If you don’t feel transported to some dark, cold beach with your toes in the cold water, I don’t know what to tell you, man. You might be a lost cause.
9. “Burning” by The Whitest Boy Alive, off of their album, Dreams.
This song features the soft vocals of a folk group, the bass line of an indie pop band and the guitar of (wait for it) 80s new wave! It’s all the best parts of music combined into one track that is far too short for anyone’s good.
With folky vocals, they’re inherently dreamy. The guitar and bass are working together, never once fighting for the listener’s attention. Towards the end of the song, there’s an explosion of guitar, perpetually supported by the bass line, that commands that you shoegaze to this awesome track. The end of the song fades out into nothing, but the melodic explosion still rings vividly in your memory. This is the song you need when you need to crack down and do work.
Come the second or third week of the semester, you may feel like you’re burning in hell constantly. You and everybody else, kid. Just wait until midterms.
10. “World On Fire” by The Royal Concept, off of their record, Royal.
I chose to end this playlist with a heavy electro-rock song because ending on a quiet note is not how you’re going to end this semester.
“World On Fire” opens up with a repeated synthesizer sound—a sound that is aggressively and intrinsically rock. The vocals are monotone throughout the song which, for some, might indicate something boring. The song is reserved is initially inexplicably reserved in sound and attitude. It’s almost frustrating at first, but come the chorus, the listener is granted the release he or she has been looking for.
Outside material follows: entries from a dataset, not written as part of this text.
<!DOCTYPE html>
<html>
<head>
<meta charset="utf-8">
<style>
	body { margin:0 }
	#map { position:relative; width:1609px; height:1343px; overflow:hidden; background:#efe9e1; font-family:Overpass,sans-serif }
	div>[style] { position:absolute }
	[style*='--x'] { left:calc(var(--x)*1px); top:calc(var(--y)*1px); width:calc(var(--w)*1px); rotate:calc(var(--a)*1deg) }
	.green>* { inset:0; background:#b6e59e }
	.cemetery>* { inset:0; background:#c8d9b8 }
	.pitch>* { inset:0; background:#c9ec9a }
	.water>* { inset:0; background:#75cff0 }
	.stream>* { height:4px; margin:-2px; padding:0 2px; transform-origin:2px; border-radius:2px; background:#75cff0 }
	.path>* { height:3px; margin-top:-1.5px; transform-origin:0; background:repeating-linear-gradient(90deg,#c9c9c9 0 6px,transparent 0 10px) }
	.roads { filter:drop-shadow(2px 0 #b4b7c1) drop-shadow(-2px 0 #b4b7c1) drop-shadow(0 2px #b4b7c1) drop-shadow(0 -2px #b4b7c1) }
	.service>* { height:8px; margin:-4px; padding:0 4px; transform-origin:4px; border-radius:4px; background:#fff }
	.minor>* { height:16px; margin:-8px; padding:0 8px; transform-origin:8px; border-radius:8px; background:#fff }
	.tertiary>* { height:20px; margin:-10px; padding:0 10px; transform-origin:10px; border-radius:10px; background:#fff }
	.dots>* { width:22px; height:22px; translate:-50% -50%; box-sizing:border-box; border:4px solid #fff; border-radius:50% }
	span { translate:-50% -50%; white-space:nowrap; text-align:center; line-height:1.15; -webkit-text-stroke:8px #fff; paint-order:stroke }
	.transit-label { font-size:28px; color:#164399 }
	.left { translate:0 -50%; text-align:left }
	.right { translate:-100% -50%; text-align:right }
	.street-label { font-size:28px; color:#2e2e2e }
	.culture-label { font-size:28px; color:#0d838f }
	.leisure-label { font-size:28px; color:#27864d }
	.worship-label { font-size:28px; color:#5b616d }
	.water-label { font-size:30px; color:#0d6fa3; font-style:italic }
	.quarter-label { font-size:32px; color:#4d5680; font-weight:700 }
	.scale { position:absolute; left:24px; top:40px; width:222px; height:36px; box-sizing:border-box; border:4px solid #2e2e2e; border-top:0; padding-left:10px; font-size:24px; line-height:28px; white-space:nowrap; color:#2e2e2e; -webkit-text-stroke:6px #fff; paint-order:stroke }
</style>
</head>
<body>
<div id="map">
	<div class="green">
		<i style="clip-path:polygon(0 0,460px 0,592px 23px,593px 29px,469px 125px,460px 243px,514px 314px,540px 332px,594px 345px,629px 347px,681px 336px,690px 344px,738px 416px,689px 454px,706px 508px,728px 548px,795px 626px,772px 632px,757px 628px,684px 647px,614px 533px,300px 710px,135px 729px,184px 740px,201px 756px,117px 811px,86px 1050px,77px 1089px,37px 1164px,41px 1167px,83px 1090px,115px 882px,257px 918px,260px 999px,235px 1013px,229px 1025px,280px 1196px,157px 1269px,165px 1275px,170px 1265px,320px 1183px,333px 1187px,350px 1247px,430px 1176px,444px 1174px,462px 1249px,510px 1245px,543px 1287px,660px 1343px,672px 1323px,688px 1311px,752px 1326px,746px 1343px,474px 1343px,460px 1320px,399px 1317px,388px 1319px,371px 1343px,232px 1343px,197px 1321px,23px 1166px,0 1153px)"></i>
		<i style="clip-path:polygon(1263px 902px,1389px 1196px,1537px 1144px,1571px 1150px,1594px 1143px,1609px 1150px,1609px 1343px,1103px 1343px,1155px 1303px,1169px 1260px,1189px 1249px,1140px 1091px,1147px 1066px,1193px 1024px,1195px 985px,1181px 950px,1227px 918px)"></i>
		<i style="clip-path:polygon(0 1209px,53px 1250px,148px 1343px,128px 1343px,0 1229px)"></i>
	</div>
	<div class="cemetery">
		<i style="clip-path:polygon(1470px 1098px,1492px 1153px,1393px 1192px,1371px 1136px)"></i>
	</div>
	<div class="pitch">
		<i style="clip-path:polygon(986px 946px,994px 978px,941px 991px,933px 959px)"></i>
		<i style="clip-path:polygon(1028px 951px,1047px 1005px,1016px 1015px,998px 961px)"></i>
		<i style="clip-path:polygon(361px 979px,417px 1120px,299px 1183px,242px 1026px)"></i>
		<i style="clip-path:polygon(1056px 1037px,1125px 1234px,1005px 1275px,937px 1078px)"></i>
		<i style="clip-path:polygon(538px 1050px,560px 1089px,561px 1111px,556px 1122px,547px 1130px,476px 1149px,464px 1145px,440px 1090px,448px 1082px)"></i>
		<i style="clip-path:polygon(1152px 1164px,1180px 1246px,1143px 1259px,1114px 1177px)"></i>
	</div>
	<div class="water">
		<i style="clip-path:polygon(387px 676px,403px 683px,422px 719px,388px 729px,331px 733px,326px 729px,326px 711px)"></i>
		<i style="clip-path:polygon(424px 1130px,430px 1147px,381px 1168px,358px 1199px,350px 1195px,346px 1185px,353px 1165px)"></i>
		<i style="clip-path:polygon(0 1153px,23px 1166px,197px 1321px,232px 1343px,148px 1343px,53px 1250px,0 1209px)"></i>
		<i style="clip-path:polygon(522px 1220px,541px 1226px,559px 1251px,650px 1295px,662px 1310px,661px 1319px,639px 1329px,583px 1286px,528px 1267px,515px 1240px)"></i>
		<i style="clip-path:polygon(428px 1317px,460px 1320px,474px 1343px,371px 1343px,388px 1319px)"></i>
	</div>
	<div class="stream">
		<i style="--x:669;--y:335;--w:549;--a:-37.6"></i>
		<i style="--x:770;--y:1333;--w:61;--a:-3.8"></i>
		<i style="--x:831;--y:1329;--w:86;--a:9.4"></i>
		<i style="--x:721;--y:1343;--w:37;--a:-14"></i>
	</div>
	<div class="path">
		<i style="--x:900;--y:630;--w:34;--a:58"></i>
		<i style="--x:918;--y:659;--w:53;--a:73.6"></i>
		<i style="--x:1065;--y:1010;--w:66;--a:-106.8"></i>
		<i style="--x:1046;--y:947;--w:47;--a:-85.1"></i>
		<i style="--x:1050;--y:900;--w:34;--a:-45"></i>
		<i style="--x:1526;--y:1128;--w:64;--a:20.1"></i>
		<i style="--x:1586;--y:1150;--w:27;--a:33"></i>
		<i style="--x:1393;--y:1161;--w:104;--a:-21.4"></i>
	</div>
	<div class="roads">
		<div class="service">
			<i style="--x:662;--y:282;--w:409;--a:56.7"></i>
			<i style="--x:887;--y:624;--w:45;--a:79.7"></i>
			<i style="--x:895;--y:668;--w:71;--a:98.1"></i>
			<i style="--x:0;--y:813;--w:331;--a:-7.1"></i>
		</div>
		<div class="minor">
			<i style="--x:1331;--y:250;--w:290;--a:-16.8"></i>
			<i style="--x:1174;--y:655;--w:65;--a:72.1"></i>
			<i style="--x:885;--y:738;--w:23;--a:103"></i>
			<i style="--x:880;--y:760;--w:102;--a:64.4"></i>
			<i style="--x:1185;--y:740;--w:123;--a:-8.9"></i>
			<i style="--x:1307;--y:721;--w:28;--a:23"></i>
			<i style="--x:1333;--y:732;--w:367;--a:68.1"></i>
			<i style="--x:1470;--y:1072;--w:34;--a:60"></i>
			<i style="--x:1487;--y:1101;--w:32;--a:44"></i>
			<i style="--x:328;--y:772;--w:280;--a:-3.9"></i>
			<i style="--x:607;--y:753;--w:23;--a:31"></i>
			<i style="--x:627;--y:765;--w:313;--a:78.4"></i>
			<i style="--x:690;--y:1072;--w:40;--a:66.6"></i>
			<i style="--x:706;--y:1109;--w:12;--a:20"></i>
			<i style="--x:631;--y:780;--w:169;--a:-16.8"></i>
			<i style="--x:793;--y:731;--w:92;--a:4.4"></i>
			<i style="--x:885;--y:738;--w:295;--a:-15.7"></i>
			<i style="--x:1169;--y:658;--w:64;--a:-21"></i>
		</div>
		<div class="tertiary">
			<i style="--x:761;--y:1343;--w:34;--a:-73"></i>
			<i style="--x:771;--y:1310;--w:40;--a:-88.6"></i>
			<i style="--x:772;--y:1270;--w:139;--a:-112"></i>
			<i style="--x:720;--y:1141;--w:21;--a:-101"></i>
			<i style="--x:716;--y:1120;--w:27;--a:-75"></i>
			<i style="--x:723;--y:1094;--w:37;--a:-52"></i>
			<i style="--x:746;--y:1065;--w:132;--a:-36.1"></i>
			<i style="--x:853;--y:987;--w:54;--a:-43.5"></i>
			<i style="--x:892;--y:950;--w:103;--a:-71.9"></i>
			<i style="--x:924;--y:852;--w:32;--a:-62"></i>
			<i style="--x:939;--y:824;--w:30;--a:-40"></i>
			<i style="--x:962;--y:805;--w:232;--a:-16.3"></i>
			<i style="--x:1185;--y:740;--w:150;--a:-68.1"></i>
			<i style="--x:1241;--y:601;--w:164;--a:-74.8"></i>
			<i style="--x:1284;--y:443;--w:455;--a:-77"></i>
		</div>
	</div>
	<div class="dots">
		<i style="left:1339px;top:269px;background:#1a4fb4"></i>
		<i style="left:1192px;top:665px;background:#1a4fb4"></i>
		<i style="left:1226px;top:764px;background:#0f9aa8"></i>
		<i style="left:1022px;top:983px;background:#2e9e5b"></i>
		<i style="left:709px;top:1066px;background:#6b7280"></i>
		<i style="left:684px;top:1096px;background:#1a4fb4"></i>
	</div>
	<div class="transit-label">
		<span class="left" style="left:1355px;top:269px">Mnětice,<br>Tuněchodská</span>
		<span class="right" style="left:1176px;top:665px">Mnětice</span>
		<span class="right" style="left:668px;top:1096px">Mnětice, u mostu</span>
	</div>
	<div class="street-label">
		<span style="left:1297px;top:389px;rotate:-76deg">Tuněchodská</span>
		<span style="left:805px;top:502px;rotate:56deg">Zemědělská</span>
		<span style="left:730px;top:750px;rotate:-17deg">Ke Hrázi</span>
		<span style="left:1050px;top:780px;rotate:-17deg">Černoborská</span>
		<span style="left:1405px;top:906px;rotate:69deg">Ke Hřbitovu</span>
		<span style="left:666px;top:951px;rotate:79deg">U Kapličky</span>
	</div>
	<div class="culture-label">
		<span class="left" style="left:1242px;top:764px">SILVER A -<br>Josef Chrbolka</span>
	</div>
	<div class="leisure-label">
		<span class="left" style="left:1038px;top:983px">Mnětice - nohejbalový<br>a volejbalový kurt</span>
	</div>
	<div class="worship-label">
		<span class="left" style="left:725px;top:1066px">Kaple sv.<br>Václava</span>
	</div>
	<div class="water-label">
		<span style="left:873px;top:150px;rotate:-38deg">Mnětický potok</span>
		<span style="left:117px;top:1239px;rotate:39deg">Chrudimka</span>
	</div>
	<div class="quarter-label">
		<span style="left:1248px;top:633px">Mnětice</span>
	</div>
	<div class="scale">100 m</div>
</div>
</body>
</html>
David Larson, the vocalist, lets all his emotions go during the chorus, but quickly returns to monotonic safety for the next verse until the chorus comes ’round again.
In short, you’ll be craving his next vocal explosion for the whole next verse.
Knee-deep in papers, assignments, textbook readings and presentations to prepare for, your world is simply on fire. Yet, when Mom and Dad call you and everything is “fine,” but, in reality, everything is on fire. Will you ever get those assignments done? Yes, but you’re certainly going to complain about it first. Revel in your own, personal hell, kindly known as: college.